Create Random Dataset

In [2]:
import numpy as np

X = 2*np.random.rand(100, 1)
Y = 4 + 3 * X + np.random.randn(100, 1)

Train Model with Ridge Regression

In [3]:
from sklearn.linear_model import Ridge

model = Ridge(alpha = 1, solver='cholesky')

model.fit(X, Y)
Out[3]:
Ridge(alpha=1, copy_X=True, fit_intercept=True, max_iter=None, normalize=False,
      random_state=None, solver='cholesky', tol=0.001)
In [4]:
model.intercept_, model.coef_
Out[4]:
(array([4.11992605]), array([[2.71625373]]))
In [5]:
X_new = np.linspace(0, 2, 100).reshape(-1, 1)
Y_predict = model.predict(X_new)
In [7]:
import matplotlib.pyplot as plt

fig, ax = plt.subplots();

ax.scatter(X, Y);
ax.plot(X_new, Y_predict, 'r')
Out[7]:
[<matplotlib.lines.Line2D at 0x1a1f2b3890>]

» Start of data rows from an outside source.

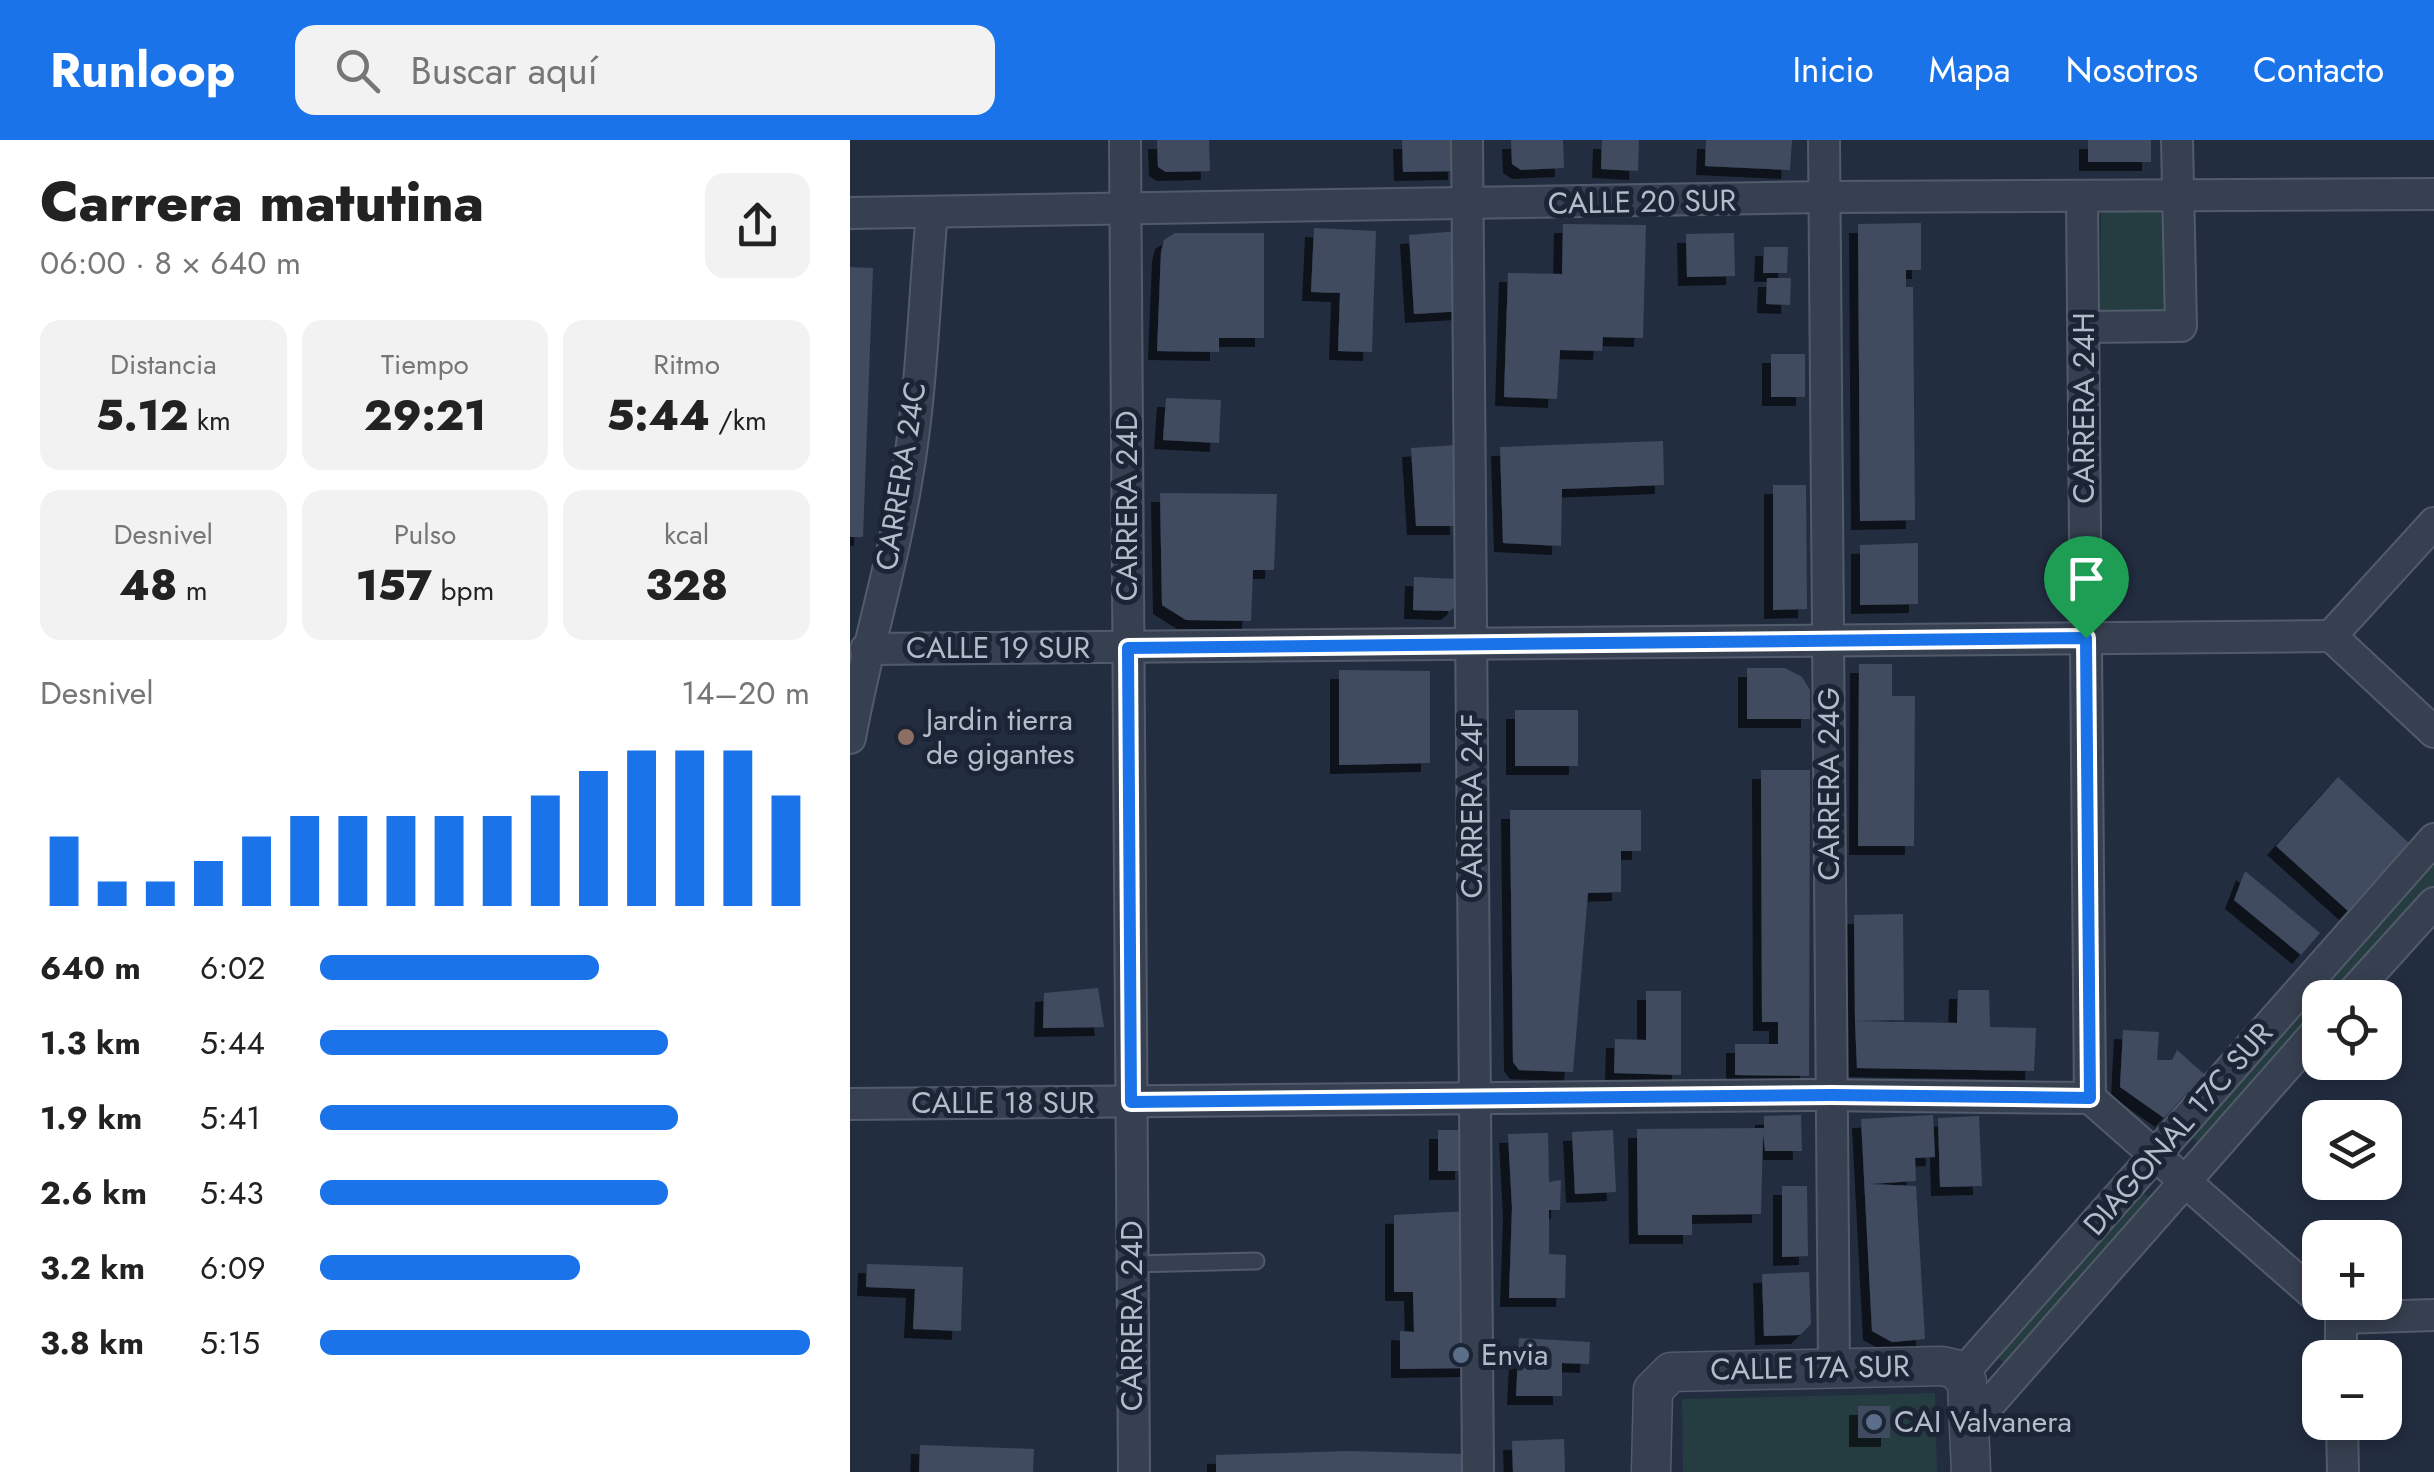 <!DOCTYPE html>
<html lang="es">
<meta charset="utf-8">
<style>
body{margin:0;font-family:Jost,sans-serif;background:#f2f2f2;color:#222;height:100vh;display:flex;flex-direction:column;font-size:38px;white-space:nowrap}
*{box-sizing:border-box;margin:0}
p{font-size:32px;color:#767676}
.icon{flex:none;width:55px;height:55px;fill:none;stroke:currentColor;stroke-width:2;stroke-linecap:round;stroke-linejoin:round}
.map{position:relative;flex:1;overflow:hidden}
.side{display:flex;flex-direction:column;background:#fff;width:850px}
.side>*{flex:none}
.controls{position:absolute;left:1452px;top:840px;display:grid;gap:20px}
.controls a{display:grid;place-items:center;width:100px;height:100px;border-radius:20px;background:#fff;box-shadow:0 5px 15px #0003;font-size:50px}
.pin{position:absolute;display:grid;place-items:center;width:85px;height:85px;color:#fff;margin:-102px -42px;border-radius:50% 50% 50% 0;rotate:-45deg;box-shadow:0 0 10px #0007}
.pin .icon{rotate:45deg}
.round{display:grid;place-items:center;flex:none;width:105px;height:105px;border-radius:20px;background:#f2f2f2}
.overview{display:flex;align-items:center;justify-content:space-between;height:170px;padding:0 40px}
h1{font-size:55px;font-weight:800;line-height:75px}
.figures{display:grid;grid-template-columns:repeat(3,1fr);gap:15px;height:170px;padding:10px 40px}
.figures div{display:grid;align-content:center;border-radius:20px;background:#f2f2f2;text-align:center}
.figures b{font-size:42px;font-weight:800}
.figures small{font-size:28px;font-weight:400}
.figures p{font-size:28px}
.chart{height:280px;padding:20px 40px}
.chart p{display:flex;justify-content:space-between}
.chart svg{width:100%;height:180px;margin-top:10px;stroke:#1a73e8;stroke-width:6}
ul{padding:0 40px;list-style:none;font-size:32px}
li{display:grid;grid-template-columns:160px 120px 1fr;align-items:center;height:75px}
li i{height:25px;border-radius:12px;background:#1a73e8}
header{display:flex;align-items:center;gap:60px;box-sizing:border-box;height:140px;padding:0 50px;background:#1a73e8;color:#fff}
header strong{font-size:48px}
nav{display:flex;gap:55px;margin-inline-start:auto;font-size:35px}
.search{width:700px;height:90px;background:#f2f2f2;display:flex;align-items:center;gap:25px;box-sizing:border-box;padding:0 35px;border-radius:20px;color:#767676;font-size:38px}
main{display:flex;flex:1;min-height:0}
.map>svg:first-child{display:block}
.green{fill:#253c41}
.building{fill:#3f4b60;filter:url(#shadow)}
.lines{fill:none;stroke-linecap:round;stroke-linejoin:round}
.service-casing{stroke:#525b6b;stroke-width:19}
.minor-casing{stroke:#525b6b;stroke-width:34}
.tertiary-casing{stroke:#525b6b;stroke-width:41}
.service{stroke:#374050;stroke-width:15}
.minor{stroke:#374050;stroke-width:30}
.tertiary{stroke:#374050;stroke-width:38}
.route-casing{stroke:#fff;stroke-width:20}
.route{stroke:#1a73e8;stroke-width:12}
.education-dot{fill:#8d6e63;stroke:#1c2535;stroke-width:4}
.service-dot{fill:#5c6f8a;stroke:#1c2535;stroke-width:4}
.labels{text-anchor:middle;stroke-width:10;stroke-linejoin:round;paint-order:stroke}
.street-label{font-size:30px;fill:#b4bbcb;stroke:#1c2535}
.poi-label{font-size:30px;fill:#b4bbcb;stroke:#1c2535;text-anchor:start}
</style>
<header>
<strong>Runloop</strong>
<div class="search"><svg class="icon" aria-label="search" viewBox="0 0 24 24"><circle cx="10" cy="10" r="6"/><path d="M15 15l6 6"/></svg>Buscar aquí</div>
<nav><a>Inicio</a><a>Mapa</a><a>Nosotros</a><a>Contacto</a></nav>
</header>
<main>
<section class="side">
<div class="overview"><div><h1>Carrera matutina</h1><p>06:00 · 8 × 640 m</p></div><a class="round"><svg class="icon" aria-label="share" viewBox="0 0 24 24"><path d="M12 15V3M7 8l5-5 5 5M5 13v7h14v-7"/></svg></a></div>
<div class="figures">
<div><p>Distancia</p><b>5.12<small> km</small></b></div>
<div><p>Tiempo</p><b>29:21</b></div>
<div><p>Ritmo</p><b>5:44<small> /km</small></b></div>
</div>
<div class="figures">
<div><p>Desnivel</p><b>48<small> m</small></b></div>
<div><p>Pulso</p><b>157<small> bpm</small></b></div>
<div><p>kcal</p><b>328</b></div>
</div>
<div class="chart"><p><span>Desnivel</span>14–20 m</p>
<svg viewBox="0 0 160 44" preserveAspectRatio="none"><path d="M5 44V27M15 44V38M25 44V38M35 44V33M45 44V27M55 44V22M65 44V22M75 44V22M85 44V22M95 44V22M105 44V17M115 44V11M125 44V6M135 44V6M145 44V6M155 44V17"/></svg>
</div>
<ul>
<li><b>640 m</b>6:02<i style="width:57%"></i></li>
<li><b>1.3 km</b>5:44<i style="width:71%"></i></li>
<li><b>1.9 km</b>5:41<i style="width:73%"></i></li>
<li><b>2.6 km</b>5:43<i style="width:71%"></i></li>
<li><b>3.2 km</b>6:09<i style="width:53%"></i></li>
<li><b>3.8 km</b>5:15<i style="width:100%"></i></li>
</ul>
</section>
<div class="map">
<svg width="1584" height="1332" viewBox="0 0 1584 1332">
<defs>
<filter id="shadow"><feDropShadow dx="-9" dy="9" stdDeviation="0" flood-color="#0009"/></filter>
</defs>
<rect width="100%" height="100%" fill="#232d40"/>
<g class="green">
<polygon points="1251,70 1319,70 1318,174 1250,174"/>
<polygon points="1584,715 1584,756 1492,857 1470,858 1470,882 1355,1009 1335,991"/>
<polygon points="1287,1048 1304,1062 1160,1228 1143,1213"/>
<polygon points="1085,1253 1087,1332 833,1332 832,1259"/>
</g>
<g class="building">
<polygon points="307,0 359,0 360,31 316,32 308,27"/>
<polygon points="552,0 606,0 607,31 553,32"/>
<polygon points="661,0 713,0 714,28 671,30 662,24"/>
<polygon points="752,0 789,0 788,31 751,29"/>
<polygon points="856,0 942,0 940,30 855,26"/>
<rect x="1238" y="0" width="63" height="22"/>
<polygon points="1071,83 1071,130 1056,130 1056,147 1063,147 1065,380 1010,381 1008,84"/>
<polygon points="713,84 796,85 793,198 753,197 752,211 710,210 707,259 654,257 658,133 712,134"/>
<polygon points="464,88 526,91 522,212 488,211 490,153 461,152"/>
<polygon points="609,91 614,171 564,174 559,95"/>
<polygon points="325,93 414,93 414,198 369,198 369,212 307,211 311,112 314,100"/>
<polygon points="884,93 885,136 837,137 836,94"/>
<polygon points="914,107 938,107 937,133 913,133"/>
<polygon points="0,127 23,128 13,397 0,397"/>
<polygon points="917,138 941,138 940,165 916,164"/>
<rect x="921" y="214" width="34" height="43"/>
<polygon points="316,258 371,260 369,303 313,300"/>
<polygon points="813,301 814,345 712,349 711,406 653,403 650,307"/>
<polygon points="607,305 609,386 566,386 561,308"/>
<polygon points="923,345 956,345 957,469 923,470"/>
<polygon points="310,353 427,354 424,430 403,430 401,481 336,480 312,465"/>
<polygon points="1068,403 1068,464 1010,465 1010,405"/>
<polygon points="564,437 608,439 607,465 600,471 563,470"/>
<polygon points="1009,524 1042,524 1042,556 1065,556 1064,706 1008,706"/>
<polygon points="897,528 935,528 952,537 960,550 960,579 897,579"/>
<polygon points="489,530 580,531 580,623 489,625"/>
<rect x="665" y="570" width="63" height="56"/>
<polygon points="911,630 960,630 959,936 885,935 885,904 928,904 928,882 912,882"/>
<polygon points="1488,637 1559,703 1498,771 1426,706"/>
<polygon points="660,670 791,670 791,711 771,711 771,752 738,753 723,932 669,930 663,922"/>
<polygon points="1395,731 1470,793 1451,815 1384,760"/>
<polygon points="1053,774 1054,880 1005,881 1004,775"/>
<polygon points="248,848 254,887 193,888 194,853"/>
<polygon points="1108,850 1139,850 1140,887 1186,888 1184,931 1007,928 1005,881 1107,883"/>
<polygon points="796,851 831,851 831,935 764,933 765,899 796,900"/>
<polygon points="1273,890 1309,892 1307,920 1322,920 1327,910 1354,934 1314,978 1270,947"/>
<polygon points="951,975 952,1011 915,1011 913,993 911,1074 842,1075 842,1095 788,1095 787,989 914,988 914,976"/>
<polygon points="1083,975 1085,1017 1065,1018 1066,1041 1019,1044 1066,1046 1075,1199 1042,1202 1022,1191 1011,979"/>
<polygon points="1129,976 1132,1046 1090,1047 1088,978"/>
<polygon points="588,990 615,990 614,1031 588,1031"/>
<polygon points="763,990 766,1052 725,1054 722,992"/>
<polygon points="698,993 699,1042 711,1040 710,1070 699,1070 699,1114 716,1115 715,1158 659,1158 662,1068 658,994"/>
<polygon points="932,1046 957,1046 958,1116 932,1117"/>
<polygon points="620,1071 621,1228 550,1229 550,1191 564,1192 563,1152 544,1152 544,1075"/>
<polygon points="17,1124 113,1127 111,1191 63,1189 65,1149 16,1147"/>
<polygon points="959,1132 961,1184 950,1195 914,1196 912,1134"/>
<polygon points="669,1198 740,1202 739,1224 712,1223 712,1256 666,1256"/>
<rect x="1008" y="1266" width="32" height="32"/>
<polygon points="714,1299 715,1332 663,1332 662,1301"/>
<polygon points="70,1305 184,1309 183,1332 69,1332"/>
<polygon points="500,1311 614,1314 614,1332 366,1332 366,1315"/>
</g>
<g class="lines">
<g class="service-casing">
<polyline id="service" points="282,1124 406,1121"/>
</g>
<g class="minor-casing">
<g id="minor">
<polyline points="275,0 284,1332"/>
<polyline points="617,0 628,1332"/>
<polyline points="974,0 984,1227"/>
<polyline points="1232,58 1240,958"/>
<polyline points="0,73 977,57 1584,54"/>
<polyline points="1234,187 1331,186 1327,0"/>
<polyline points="1481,496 1584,383"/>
<polyline points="1481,496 1584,592"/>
<polyline points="16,509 1481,496"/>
<path d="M0,598C16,509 43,425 57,337C72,250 74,160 82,72"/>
<polyline points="1498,858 1584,763"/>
<polyline points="0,964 961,955 1240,958 1470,1160"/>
<polyline points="1491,1178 1584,1175"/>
<polyline points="1491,1178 1491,1218"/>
<polyline points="1112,1234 1584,699"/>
<polyline points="1492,1282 1493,1332"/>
<polyline points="1120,1286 1470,888"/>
</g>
</g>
<g class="tertiary-casing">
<polyline id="tertiary" points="801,1332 803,1250 821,1232 1092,1226 1105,1229 1117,1242 1121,1332"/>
</g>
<use href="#service" class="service"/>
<use href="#minor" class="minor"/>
<use href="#tertiary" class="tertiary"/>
</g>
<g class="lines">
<g class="route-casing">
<polygon id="route" points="1236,498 1240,958 982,955 281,962 278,508"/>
</g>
<use href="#route" class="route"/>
</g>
<circle class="education-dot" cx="56" cy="597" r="10"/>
<g class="service-dot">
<circle cx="611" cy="1215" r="10"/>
<circle cx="1024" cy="1282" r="10"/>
</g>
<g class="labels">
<g class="street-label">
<text transform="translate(792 62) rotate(-1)" y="10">CALLE 20 SUR</text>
<text transform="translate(1234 268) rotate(-90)" y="10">CARRERA 24H</text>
<text transform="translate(51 336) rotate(-81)" y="10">CARRERA 24C</text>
<text transform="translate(277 366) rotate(-90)" y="10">CARRERA 24D</text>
<text x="148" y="518">CALLE 19 SUR</text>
<text transform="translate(979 644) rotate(-90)" y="10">CARRERA 24G</text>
<text transform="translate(622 666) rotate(-90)" y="10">CARRERA 24F</text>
<text x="153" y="973">CALLE 18 SUR</text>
<text transform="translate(1328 989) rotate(-49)" y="10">DIAGONAL 17C SUR</text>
<text transform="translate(282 1176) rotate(-90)" y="10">CARRERA 24D</text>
<text transform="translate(960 1228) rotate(-1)" y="10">CALLE 17A SUR</text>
</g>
<g class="poi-label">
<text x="76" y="590">Jardin tierra<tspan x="76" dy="34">de gigantes</tspan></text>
<text x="631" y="1225">Envia</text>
<text x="1044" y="1292">CAI Valvanera</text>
</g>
</g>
</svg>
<div class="controls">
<a><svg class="icon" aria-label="locate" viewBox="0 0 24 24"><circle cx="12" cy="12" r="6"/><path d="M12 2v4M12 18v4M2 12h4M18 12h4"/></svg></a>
<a><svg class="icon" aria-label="layers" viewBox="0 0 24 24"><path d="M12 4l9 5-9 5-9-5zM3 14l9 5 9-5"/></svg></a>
<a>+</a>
<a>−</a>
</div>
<div class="pin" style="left:1236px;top:498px;background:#1e9e55"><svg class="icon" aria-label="arrive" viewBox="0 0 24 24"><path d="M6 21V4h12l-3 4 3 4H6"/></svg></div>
</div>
</main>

Train Model with Stochastic Gradient Descent

In [12]:
from sklearn.linear_model import SGDRegressor

model = SGDRegressor(penalty='l2')

model.fit(X, Y)
/opt/anaconda3/lib/python3.7/site-packages/sklearn/utils/validation.py:724: DataConversionWarning: A column-vector y was passed when a 1d array was expected. Please change the shape of y to (n_samples, ), for example using ravel().
  y = column_or_1d(y, warn=True)
Out[12]:
SGDRegressor(alpha=0.0001, average=False, early_stopping=False, epsilon=0.1,
             eta0=0.01, fit_intercept=True, l1_ratio=0.15,
             learning_rate='invscaling', loss='squared_loss', max_iter=1000,
             n_iter_no_change=5, penalty='l2', power_t=0.25, random_state=None,
             shuffle=True, tol=0.001, validation_fraction=0.1, verbose=0,
             warm_start=False)
In [13]:
model.intercept_, model.coef_
Out[13]:
(array([3.63160452]), array([3.14894044]))
In [14]:
X_new = np.linspace(0, 2, 100).reshape(-1, 1)
Y_predict = model.predict(X_new)
In [15]:
fig, ax = plt.subplots();

ax.scatter(X, Y);
ax.plot(X_new, Y_predict, 'r')
Out[15]:
[<matplotlib.lines.Line2D at 0x1a1f45b850>]